The Joy of the Colorful Abstract Art at Mnuchin Gallery - Ideelart

Die Freude an der bunten abstrakten Kunst in der Mnuchin Gallery

Die Mnuchin Galerie in New York zeigt derzeit The Joy of Color, eine festliche Gruppenausstellung farbenfroher abstrakter Kunst von 1939 bis 2018. Die Ausstellung bietet einen einzigartigen Einblick in die Vielzahl der Möglichkeiten, wie Künstler Farbe sowohl als Inhalt als auch als Konzept einsetzen. Gezeigt werden Werke vieler historisch bedeutender Künstler, die die Galerie vertritt, wie Alexander Calder, Joan Mitchell, Mark Rothko, Morris Louis und Sam Gilliam, neben Pionieren des 20. Jahrhunderts wie Helen Frankenthaler, Alma Thomas, Kenneth Noland und Jack Bush. Ebenfalls vertreten sind Gemälde lebendiger zeitgenössischer Künstler wie Laura Owens und Sean Scully sowie relativ neuer Künstlerinnen wie Sarah Crowner und Nathlie Provosty. Für manche New Yorker könnte diese Ausstellung die perfekte Gelegenheit sein, den Mnuchin-Raum wieder zu besuchen. Im Jahr 2016 veröffentlichte der Kunstkritiker des New York Magazins, Jerry Saltz, einen Wutausbruch mit dem Titel „Warum ich nicht mehr in die Mnuchin Galerie gehe“. Er nannte als Grund, dass Steven Mnuchin – Sohn des Galeriebesitzers Robert Mnuchin – zum Leiter der Wahlkampffinanzierung des damaligen Präsidentschaftskandidaten Donald Trump ernannt wurde. Seit diesem Artikel wurde Steven Mnuchin zum Finanzminister der Vereinigten Staaten ernannt. Aus Gründen, die nichts mit Kunst, aber alles mit Ideologie zu tun haben, forderte Saltz seine Leser auf, den kunstverkaufenden Vater für die vermeintlichen politischen Sünden des Sohnes zu bestrafen. Solch inszeniertes Drama ist lächerlich, doch wer dem sozialen Druck nachgegeben hat, sollte The Joy of Color als perfekte Ausrede sehen, der Galerie eine neue Chance zu geben.
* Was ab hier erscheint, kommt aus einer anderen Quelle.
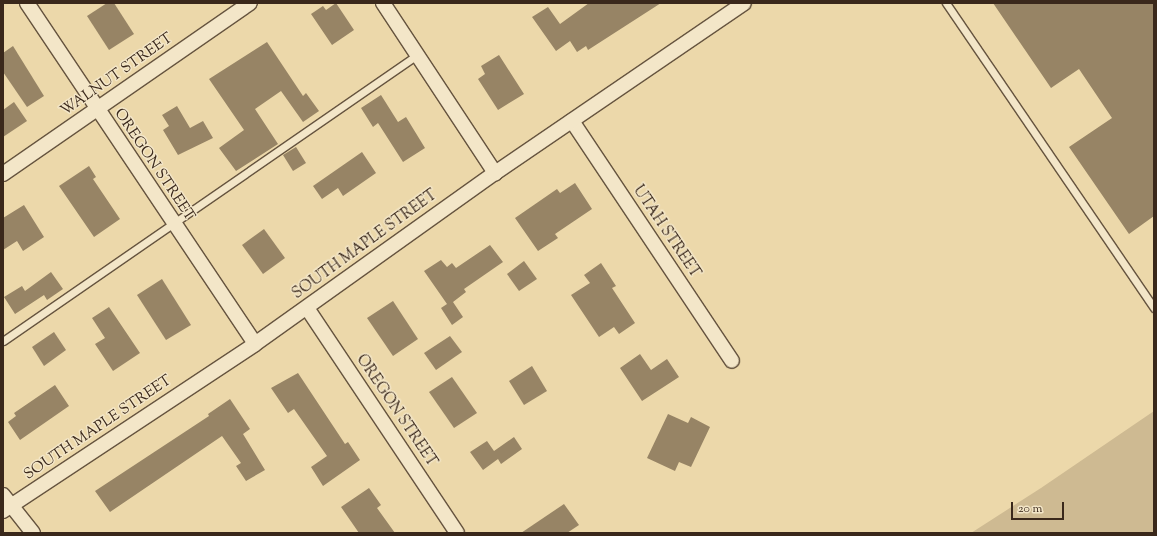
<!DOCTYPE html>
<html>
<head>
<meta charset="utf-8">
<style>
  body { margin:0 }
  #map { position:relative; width:1157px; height:536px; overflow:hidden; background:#ecd8aa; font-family:"Sorts Mill Goudy",serif }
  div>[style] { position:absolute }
  .green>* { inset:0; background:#ceba92 }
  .building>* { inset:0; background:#978465 }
  .roads { filter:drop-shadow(1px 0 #66543f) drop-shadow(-1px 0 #66543f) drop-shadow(0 1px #66543f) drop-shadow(0 -1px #66543f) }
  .service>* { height:7px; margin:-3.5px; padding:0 3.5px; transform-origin:3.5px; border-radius:3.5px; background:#f3e6c8 }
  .minor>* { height:14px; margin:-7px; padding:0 7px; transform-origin:7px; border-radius:7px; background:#f3e6c8 }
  span { translate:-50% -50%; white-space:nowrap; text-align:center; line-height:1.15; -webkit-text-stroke:3px #f3e6c8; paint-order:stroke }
  .street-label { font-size:15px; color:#3a281b }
  .frame { position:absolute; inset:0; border:4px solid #3a281b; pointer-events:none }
  .scale { position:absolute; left:1011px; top:502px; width:53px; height:18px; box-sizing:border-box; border:2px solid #3a281b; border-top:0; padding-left:5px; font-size:12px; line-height:14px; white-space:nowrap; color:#3a281b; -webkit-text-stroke:3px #f3e6c8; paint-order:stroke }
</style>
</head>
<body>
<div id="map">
  <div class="green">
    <i style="clip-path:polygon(1154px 411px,1154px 533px,971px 533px,1041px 488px)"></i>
  </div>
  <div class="building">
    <i style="clip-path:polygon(107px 3px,114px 3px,134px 34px,109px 50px,87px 16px)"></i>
    <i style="clip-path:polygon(336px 3px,354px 30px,332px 45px,311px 14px,323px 6px,326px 10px)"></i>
    <i style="clip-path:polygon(589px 3px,661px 3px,588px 50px,586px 46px,577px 52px,570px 41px,556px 51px,532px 17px,548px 7px,560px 24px)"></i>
    <i style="clip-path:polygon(993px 3px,1154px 3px,1154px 216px,1129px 234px,1069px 147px,1112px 118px,1079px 69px,1051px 88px)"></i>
    <i style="clip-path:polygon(267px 42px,303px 96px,306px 93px,319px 111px,303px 122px,281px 91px,255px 109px,278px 144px,236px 171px,219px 148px,244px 130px,209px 79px)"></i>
    <i style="clip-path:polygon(13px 46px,44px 96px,27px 107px,3px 72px,3px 53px)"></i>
    <i style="clip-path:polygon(499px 55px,524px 94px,498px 110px,478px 79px,485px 74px,481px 66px)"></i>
    <i style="clip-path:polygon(381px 95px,398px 122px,406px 117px,425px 148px,403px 162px,378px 123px,373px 127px,361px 108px)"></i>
    <i style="clip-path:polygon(14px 102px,27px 121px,3px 137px,3px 110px)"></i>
    <i style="clip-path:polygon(177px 106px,190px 128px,203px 121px,213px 138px,178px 155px,163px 130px,169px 126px,162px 115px)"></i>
    <i style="clip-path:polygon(296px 147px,306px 163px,293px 171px,283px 155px)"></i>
    <i style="clip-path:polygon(362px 152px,376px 173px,343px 196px,338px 188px,322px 199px,313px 186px)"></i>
    <i style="clip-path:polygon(89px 166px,96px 177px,93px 179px,120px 219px,94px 237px,59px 186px)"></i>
    <i style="clip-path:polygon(575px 183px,592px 209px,555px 234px,558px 238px,538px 251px,515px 218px,557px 189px,560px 193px)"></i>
    <i style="clip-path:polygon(24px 205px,44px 237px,23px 251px,17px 241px,3px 250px,3px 218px)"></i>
    <i style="clip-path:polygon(264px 229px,285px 258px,263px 274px,242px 245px)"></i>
    <i style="clip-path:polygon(490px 245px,503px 262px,464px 289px,466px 292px,453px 302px,463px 317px,452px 325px,441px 308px,447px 304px,424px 271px,441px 260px,447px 267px,452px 263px,456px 268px)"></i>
    <i style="clip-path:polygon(524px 261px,537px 279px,519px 291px,507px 274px)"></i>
    <i style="clip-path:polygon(601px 263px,616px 286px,612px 288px,635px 323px,619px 334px,614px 327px,599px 337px,571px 295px,590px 283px,584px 275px)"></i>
    <i style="clip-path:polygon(51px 272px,63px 289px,47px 300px,44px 295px,15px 314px,4px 297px,22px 286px,25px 291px)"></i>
    <i style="clip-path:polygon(162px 279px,191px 325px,166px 340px,137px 295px)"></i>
    <i style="clip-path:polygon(393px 301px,418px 339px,393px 356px,367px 318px)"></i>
    <i style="clip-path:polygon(109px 307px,140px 353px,113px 371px,95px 344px,105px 338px,92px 318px)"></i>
    <i style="clip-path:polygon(54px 332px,66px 350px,44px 366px,32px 347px)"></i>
    <i style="clip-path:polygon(450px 336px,462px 352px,436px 370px,424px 353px)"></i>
    <i style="clip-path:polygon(640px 354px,651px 370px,667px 359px,679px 377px,642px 401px,620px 368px)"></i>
    <i style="clip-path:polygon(532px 366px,547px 391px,524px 405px,509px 381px)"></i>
    <i style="clip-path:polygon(298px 373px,345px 444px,348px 442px,360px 460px,323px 486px,311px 467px,327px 456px,294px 409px,288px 413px,271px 388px)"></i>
    <i style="clip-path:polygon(452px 377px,477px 413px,454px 428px,429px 392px)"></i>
    <i style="clip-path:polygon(55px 385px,69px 406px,20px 440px,8px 422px,16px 416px,14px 413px)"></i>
    <i style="clip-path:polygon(230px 399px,250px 429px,243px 434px,265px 470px,246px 481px,236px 466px,241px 463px,222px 436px,110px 512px,95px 491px,209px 416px,208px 414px)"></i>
    <i style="clip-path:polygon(668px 414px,688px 423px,691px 417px,710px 427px,691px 467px,679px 462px,675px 471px,647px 458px)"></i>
    <i style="clip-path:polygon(514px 437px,522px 449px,501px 464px,498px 459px,483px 470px,470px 452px,487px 441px,494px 451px)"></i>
    <i style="clip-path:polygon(369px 488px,381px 505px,377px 508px,395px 533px,359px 533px,341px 507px)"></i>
    <i style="clip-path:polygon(564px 504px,579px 525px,567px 533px,521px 533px)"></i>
  </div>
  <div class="roads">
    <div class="service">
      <i style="left:946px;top:3px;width:369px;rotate:55.7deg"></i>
      <i style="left:3px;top:341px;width:503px;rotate:-34.64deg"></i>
    </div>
    <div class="minor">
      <i style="left:27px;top:3px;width:410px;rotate:56.2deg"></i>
      <i style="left:383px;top:3px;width:204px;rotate:56.6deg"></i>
      <i style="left:572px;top:121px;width:288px;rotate:56.3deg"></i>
      <i style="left:3px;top:174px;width:300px;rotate:-34.7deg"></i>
      <i style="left:307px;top:308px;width:270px;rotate:56.3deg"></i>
      <i style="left:3px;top:495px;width:48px;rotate:51.7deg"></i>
      <i style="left:3px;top:511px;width:302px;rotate:-33.5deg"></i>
      <i style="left:255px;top:344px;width:295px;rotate:-35.5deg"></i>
      <i style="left:495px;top:173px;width:301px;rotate:-34.3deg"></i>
    </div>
  </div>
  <div class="street-label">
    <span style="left:117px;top:75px;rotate:-35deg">WALNUT STREET</span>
    <span style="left:154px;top:165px;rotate:56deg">OREGON STREET</span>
    <span style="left:666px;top:232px;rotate:56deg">UTAH STREET</span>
    <span style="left:365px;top:245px;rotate:-36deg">SOUTH MAPLE STREET</span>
    <span style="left:396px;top:411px;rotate:56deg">OREGON STREET</span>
    <span style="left:98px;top:428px;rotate:-34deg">SOUTH MAPLE STREET</span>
  </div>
  <div class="frame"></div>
  <div class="scale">20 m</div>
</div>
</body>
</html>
Die Ausstellung gleicht eher einem Rundgang durch den modernen und zeitgenössischen Bereich eines kleinen, aber wichtigen Museums als einem Besuch in einer kommerziellen Galerie. Die Werke zeigen genau, wie abstrakte Kunst in ihrer besten Form die Fähigkeit besitzt, kleinliche Politik zu überwinden und neue Wahrnehmungstore für das Schöne und Sinnvolle in dieser Welt zu öffnen.

Farbe als Strategie

The Joy of Color beginnt mit einem bescheidenen Calder-Mobile, das von der Decke neben einer Treppe hängt. Rote, gelbe, weiße und graue abstrakte Formen drehen sich sanft in den von unseren Körpern und Atem erzeugten Luftzügen. Calder nutzte Farbe, um die Menschen zum Nachdenken über „die Idee von losgelösten Körpern, die im Raum schweben“ anzuregen. Diese verspielten farbigen Formen bieten etwas, woran man Freude haben kann, während man über universelle Themen wie Physik und Mechanik nachdenkt. Neben dem Mobile flankieren zwei kleine Gemälde jeweils eine Seite eines Torbogens. Links ist „Lode“ (2018) von Nathlie Provosty zu sehen. Rechts ein farbflächenloses Werk von Mark Rothko, ca. 1959. Beide Kompositionen sind strukturiert, flach und rechteckig. Beide nutzen subtile Farbverschiebungen, um den Betrachter zu einer kontemplativen Erfahrung einzuladen. Farbe ist hier weniger Inhalt als vielmehr ein Einstiegspunkt in eine Wahrnehmungserfahrung mit unserem inneren Wesen. Besonders das Gemälde von Provosty mit seinen feinen Gelbnuancen zeigt feine Unterschiede zwischen scheinbar ähnlichen Dingen – nur durch Verallgemeinerung kann man es als einfarbig bezeichnen. Nicht jedes Gelb ist gleich.

Nathlie Provosty Lode

Nathlie Provosty - Lode, 2018. Öl auf Leinen auf Aluminiumtafel. 48,3 x 38,1 cm (19 x 15 Zoll). © Nathlie Provosty. Mit freundlicher Genehmigung der Mnuchin Galerie

Laura Owens aus dem Jahr 2006 und eine untitelte Leinwand von Joan Mitchell aus dem Jahr 1958. Das Gemälde von Louis zieht mit vibrierenden Farbbeziehungen am Rand unsere Blicke an, doch wenn die Farben zur Mitte hin in Dunkelheit verschmelzen, werden wir uns der Oberfläche bewusster: Die ungrundierte Leinwand wird eins mit der Farbe, ebenso wie Farben und Formen eins miteinander werden – alles verschmilzt zu einem Ganzen. Das Gemälde von Scully nutzt Farbe, um uns zur Betrachtung von Pinselstrichen und Texturen einzuladen, eine Aufforderung, die materiellen Eigenschaften der Farbe zu schätzen. Das Gemälde von Owens verwendet Farbe als emotionalen Auslöser. Seine jubelnde Farbpalette spiegelt die figürlichen Aspekte des Werks wider, die Freude an Weiblichkeit, Offenheit und Natur zeigen. Schließlich zeigen die stürmischen Pinselstriche auf der Leinwand von Mitchell, wie Farbe zur Synonym für Stimmung werden kann und die innerste Angst des menschlichen Geistes ausdrückt.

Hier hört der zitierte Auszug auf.